Lo siento, pero debemos terminar, porque el Papa también es un esclavo del reloj. Pero quería contar este testimonio de mi historia, estas cosas, para seguir adelante. Y la palabra clave es armonía. Y la palabra clave humana es ternura, capacidad de acariciar. La estructura humana es una de las muchas estructuras políticas que son necesarias. La estructura humana es el diálogo entre los viejos y los jóvenes.
Os agradezco lo que estáis haciendo. Me ha gustado mandar este [discurso escrito] a vuestros archivos —lo leeréis más tarde— y decir, con todo mi corazón, lo que siento. Me pareció más humano. Os deseo lo mejor. Et priez pour moi. J'en ai besoin. Ce travail n’est pas facile. Et que le Seigneur benisse vous tous.
Discurso entregado a los presentes por el Santo Padre
Excelencia,
Señoras, señores:
Me alegra recibiros y daros una cordial bienvenida a Roma. Agradezco a Monseñor de Moulins Beaufort que haya tomado la iniciativa de este encuentro tras las reflexiones que la Conferencia de los Obispos de Francia sobre la encíclica Laudato sí, reflexiones en las que participaron varios expertos comprometidos con la causa ecológica.
Somos parte de una sola familia humana, llamada a vivir en una casa común de la que constatamos, juntos, la inquietante degradación. La crisis sanitaria que atraviesa actualmente la humanidad nos recuerda nuestra fragilidad. Comprendemos hasta qué punto estamos ligados unos a otros, inseridos en un mundo cuyo devenir compartimos, y que maltratarlo no puede por menos que acarrear graves consecuencias, no sólo ambientales, sino también sociales y humanas.

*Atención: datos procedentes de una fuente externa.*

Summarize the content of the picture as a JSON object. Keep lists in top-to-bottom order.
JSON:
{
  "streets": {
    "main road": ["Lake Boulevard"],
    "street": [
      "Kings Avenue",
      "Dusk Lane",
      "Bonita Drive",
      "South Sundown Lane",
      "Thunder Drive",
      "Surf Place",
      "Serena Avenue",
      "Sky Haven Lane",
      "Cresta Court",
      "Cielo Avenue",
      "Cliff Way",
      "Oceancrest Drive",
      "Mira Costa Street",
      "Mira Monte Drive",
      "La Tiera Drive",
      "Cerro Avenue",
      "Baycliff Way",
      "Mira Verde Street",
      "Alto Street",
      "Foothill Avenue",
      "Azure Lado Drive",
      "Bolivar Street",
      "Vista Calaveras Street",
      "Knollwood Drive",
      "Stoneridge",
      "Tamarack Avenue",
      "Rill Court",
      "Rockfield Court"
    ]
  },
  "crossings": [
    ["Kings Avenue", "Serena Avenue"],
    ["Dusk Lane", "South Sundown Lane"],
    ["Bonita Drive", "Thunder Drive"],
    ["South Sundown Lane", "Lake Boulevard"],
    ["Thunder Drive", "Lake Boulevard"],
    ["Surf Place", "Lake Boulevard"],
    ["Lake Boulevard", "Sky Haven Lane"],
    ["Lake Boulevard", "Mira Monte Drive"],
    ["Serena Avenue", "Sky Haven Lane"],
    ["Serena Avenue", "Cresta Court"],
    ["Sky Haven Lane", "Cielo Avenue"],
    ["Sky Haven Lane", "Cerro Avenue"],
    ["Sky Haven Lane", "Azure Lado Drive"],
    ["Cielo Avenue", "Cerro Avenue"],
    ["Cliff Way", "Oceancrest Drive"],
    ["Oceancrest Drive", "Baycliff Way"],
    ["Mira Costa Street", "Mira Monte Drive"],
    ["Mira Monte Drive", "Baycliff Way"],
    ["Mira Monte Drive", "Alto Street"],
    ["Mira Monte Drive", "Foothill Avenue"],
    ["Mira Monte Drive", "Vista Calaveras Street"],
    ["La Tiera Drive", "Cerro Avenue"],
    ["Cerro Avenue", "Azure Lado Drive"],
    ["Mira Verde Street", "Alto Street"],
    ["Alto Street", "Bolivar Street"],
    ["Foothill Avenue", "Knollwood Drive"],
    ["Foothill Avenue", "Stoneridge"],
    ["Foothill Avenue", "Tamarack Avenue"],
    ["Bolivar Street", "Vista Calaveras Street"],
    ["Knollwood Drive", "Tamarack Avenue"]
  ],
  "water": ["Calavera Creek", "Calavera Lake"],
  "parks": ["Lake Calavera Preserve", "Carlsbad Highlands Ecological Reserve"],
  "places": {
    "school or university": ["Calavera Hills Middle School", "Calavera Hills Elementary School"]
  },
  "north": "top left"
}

Nos alegra el hecho de que la toma de conciencia de la urgencia de la situación se haga sentir en todas partes, de que el tema de la ecología cale cada vez más en las formas de pensar en todos los ámbitos y empiece a influir en las decisiones políticas y económicas, aunque quede mucho por hacer y sigamos siendo testigos de demasiada lentitud e incluso de retrocesos. Por su parte, la Iglesia Católica quiere participar plenamente en el compromiso de la protección de la casa común. No tiene soluciones preestablecidas que proponer y no ignora las dificultades de las cuestiones técnicas, económicas y políticas que están en juego, ni todos los esfuerzos que este compromiso conlleva. Pero quiere actuar concretamente donde sea posible, y sobre todo quiere formar conciencias para favorecer una conversión ecológica profunda y duradera, que es la única que puede responder a los importantes desafíos que enfrentamos.
En relación con esta conversión ecológica, quisiera compartir con vosotros el modo en que las convicciones de fe ofrecen a los cristianos una gran motivación para la protección de la naturaleza, así como de los hermanos más frágiles, porque estoy seguro de que la ciencia y la fe, que aportan diferentes aproximaciones a la realidad, pueden entrar en un diálogo intenso y productivo para ambas. (cf. Enc. Laudato si', 62).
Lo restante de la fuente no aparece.